Thoughts on the Pope's reflections on AI
At roughly 42,300 words, the document apparently is essentially a warning of the risks and ethical challenges posed by artificial intelligence. I haven’t read it – I’m not Catholic, and have no particular allegiance to the Pope, and 42,300 words from him is daunting - but judging from the stories and synopsis I have read, that seems to be the main takeaway.

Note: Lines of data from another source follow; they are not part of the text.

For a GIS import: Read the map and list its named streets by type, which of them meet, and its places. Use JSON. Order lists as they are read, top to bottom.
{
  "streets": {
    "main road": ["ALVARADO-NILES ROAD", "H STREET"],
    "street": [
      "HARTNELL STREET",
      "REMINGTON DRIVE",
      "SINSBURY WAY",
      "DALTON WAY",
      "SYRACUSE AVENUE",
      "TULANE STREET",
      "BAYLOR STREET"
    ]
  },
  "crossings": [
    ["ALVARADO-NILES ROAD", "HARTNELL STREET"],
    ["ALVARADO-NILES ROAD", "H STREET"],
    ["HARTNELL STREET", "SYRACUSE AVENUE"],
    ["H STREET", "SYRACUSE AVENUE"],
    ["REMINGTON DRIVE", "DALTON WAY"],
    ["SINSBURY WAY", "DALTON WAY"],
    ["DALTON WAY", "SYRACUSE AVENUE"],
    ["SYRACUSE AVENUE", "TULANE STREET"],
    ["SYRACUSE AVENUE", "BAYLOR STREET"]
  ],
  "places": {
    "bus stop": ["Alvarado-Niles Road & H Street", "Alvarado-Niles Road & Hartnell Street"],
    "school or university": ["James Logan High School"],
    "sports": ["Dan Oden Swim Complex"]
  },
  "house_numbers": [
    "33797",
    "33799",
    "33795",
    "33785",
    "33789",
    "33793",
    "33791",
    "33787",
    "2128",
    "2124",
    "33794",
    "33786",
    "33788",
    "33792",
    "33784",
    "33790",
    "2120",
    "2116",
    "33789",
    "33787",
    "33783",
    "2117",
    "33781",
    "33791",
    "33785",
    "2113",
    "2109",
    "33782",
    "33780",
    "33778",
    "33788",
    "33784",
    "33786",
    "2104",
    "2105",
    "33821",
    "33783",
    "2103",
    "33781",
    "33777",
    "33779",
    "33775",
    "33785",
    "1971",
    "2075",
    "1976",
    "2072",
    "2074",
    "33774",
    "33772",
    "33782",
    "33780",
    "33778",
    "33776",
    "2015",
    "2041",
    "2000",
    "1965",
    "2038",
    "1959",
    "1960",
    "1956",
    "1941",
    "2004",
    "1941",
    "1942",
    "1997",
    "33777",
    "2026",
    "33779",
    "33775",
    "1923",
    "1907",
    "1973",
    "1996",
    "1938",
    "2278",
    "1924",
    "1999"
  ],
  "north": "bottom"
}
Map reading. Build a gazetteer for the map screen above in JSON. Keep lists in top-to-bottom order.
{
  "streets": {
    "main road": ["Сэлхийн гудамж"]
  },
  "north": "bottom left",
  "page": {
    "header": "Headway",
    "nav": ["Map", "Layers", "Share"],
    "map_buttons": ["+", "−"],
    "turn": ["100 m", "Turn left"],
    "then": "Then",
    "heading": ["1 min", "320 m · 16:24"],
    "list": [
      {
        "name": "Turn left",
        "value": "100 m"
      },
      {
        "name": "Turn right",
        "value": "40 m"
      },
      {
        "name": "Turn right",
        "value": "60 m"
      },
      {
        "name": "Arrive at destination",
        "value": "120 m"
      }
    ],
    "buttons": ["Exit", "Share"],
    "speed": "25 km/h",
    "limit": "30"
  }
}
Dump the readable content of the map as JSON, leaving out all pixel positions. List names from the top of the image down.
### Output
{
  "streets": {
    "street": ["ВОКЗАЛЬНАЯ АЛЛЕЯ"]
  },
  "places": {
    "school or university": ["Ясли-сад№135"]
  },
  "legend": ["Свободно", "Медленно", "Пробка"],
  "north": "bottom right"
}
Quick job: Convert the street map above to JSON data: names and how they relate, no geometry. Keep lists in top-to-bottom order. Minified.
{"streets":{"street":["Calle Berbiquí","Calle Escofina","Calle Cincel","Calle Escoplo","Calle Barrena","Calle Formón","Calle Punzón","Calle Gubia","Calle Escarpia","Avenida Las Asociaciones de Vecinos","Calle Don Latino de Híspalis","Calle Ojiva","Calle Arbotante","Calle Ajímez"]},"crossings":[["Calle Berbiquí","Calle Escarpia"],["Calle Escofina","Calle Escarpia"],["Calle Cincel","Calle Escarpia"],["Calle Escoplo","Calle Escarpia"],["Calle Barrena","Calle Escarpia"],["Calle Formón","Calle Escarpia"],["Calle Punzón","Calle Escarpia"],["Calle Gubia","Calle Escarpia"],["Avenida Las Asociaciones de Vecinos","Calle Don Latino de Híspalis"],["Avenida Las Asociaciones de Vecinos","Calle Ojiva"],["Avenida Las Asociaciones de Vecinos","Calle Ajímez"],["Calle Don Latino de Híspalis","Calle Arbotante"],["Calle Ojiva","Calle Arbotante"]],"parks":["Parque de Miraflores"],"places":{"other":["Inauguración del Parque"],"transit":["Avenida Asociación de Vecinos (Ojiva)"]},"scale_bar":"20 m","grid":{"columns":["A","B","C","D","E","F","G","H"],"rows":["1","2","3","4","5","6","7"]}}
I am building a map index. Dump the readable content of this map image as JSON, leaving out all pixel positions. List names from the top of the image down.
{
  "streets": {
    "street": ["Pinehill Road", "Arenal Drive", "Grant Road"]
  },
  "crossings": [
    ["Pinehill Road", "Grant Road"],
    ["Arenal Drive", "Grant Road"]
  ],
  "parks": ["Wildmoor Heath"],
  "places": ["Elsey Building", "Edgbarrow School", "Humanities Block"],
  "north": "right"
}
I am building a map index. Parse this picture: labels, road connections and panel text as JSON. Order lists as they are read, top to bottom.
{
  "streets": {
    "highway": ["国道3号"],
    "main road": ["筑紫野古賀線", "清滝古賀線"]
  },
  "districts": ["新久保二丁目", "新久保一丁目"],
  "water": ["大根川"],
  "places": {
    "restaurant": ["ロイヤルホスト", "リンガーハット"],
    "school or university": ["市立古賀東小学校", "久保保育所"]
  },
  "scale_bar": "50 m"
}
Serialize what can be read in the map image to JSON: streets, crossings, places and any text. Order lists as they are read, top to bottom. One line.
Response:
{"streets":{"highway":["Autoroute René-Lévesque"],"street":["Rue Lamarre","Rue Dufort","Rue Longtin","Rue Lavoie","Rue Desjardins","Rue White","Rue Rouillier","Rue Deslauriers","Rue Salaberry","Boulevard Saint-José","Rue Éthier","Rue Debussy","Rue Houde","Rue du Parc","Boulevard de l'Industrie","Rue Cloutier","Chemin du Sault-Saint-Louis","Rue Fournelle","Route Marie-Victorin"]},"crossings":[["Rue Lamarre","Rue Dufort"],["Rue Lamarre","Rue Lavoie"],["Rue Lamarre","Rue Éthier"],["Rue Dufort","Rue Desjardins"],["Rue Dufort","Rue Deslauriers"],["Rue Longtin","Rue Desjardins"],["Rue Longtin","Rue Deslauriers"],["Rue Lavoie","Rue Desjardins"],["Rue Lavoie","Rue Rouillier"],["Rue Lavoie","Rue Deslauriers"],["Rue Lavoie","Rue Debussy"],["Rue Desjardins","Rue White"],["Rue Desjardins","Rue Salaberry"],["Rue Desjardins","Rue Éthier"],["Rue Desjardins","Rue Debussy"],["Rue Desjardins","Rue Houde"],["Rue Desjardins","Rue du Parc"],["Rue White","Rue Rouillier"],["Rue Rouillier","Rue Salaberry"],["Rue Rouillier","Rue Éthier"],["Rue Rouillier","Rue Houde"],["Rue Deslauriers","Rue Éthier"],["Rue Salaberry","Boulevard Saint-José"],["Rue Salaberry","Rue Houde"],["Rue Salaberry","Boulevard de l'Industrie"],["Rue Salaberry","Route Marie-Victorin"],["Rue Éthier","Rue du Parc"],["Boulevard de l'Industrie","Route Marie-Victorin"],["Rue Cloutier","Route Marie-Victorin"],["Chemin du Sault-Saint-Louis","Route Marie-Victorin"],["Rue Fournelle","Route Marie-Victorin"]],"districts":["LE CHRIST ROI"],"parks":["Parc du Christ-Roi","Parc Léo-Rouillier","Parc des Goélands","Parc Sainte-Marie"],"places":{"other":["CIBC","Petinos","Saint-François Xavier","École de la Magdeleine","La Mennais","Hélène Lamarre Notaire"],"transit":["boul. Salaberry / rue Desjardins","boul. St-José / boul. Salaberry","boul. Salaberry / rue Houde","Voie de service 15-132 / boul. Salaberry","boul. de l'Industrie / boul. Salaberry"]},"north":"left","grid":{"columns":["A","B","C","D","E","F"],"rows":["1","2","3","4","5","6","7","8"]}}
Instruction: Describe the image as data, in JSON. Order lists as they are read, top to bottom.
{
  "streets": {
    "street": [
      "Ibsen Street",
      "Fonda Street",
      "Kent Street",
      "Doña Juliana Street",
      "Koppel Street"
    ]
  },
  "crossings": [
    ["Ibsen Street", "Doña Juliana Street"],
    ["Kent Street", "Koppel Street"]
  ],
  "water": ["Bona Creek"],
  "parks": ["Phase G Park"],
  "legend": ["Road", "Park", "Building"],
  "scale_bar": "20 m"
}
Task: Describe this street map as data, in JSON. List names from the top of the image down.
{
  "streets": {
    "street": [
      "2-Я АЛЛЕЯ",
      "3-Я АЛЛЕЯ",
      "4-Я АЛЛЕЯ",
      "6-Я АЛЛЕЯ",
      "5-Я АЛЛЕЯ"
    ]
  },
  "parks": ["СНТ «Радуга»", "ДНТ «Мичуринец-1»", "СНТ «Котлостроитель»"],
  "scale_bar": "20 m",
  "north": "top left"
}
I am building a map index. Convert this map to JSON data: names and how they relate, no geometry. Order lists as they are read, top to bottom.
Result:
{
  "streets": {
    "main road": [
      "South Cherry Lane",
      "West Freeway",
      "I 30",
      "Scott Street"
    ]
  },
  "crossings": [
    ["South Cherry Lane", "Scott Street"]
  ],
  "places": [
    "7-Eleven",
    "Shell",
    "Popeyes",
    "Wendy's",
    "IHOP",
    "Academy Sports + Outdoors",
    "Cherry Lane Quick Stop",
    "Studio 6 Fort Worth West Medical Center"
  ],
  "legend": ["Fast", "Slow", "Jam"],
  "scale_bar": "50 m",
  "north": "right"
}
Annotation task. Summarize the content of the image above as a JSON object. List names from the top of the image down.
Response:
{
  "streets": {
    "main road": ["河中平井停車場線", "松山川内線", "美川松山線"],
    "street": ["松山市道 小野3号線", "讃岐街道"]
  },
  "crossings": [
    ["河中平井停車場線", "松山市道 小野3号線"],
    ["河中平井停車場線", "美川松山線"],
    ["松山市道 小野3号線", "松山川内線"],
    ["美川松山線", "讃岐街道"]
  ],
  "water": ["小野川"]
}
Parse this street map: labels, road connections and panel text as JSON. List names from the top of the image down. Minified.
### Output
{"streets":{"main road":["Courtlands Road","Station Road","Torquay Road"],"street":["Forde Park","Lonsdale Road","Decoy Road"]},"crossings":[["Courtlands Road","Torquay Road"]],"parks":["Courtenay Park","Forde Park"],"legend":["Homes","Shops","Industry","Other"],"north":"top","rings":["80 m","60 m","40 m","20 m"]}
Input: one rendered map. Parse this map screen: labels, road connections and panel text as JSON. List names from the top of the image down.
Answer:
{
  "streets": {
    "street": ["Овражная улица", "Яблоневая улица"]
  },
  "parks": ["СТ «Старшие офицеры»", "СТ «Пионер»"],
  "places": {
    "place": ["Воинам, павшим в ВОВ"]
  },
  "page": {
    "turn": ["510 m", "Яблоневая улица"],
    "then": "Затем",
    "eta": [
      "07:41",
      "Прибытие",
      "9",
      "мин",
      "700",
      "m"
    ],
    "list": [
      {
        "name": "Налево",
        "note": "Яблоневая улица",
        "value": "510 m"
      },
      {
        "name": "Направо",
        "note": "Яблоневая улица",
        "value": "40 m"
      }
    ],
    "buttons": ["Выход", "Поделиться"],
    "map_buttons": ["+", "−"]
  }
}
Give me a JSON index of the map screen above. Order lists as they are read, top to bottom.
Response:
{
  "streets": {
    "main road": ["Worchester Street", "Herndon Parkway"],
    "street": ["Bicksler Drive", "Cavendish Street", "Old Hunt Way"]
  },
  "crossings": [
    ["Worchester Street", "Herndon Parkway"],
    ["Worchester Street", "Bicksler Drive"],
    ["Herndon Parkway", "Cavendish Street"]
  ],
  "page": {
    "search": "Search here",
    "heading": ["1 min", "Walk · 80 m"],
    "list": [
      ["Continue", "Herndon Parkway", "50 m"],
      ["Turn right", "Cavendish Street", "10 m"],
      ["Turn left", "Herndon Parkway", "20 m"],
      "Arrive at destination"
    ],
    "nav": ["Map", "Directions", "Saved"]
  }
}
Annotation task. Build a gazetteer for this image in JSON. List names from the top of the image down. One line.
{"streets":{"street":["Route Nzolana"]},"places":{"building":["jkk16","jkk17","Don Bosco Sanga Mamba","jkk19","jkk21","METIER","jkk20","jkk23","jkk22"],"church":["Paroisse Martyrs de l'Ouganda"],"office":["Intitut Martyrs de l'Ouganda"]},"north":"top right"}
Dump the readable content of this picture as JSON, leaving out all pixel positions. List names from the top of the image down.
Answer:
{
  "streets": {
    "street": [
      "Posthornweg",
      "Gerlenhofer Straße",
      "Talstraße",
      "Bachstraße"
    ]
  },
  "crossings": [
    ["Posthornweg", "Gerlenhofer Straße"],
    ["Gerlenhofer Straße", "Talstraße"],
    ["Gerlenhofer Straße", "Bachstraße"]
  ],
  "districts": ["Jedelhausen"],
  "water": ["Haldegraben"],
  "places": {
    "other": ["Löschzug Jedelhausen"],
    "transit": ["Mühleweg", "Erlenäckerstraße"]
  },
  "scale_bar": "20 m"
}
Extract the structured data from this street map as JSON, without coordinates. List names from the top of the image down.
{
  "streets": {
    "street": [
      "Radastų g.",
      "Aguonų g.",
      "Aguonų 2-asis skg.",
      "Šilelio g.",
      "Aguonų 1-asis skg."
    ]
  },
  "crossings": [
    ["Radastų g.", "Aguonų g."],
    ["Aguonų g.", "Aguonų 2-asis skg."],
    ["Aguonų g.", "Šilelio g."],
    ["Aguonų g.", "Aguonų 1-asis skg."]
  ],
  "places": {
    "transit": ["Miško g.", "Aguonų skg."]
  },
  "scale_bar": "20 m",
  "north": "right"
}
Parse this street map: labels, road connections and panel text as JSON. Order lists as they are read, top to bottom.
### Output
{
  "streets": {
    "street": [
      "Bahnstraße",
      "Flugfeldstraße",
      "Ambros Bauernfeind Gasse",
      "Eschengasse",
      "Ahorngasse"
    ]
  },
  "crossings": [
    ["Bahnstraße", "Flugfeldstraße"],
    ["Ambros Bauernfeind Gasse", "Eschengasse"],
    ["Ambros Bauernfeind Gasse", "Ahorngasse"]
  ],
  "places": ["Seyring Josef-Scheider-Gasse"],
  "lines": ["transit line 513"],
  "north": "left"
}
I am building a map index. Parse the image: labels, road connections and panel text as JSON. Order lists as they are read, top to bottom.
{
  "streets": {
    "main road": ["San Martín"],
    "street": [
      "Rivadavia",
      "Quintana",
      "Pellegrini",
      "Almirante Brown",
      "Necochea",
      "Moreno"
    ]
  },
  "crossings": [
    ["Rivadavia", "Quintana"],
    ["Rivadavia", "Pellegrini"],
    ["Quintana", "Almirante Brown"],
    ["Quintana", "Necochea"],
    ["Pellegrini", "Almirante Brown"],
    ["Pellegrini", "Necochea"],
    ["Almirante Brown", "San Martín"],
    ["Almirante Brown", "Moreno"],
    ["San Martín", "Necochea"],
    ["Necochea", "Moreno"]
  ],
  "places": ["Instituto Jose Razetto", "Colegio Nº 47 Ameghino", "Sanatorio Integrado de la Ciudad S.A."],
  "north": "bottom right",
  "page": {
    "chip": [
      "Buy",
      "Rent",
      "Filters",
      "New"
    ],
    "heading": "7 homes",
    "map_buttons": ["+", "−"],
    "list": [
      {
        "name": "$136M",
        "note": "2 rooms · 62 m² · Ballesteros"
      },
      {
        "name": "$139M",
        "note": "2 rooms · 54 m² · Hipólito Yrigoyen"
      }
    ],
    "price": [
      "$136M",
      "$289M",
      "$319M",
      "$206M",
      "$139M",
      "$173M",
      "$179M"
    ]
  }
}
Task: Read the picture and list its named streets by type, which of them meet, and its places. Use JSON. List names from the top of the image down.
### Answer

At first glance, talking about artificial intelligence may not seem to be exactly in the Pope – or the Church’s - wheelhouse. But I read an article recently by a lady named Avital Balwit, who is chief of staff to the CEO of Anthropic. This was published in The Free Press (thefp.com), an online site I frequent. In her article, she said there is an expression that AI (artificial intelligence) developers in California use in referring to their work: “Building God.” Balwit said the phrase is not completely serious. She writes that it “sounds wildly grandiose. No one I have met means it literally—nobody thinks they are making something supernatural or divine. To try to decode: The speaker is gesturing at how powerful this technology could become—even, eventually, functionally omniscient or omnipotent.”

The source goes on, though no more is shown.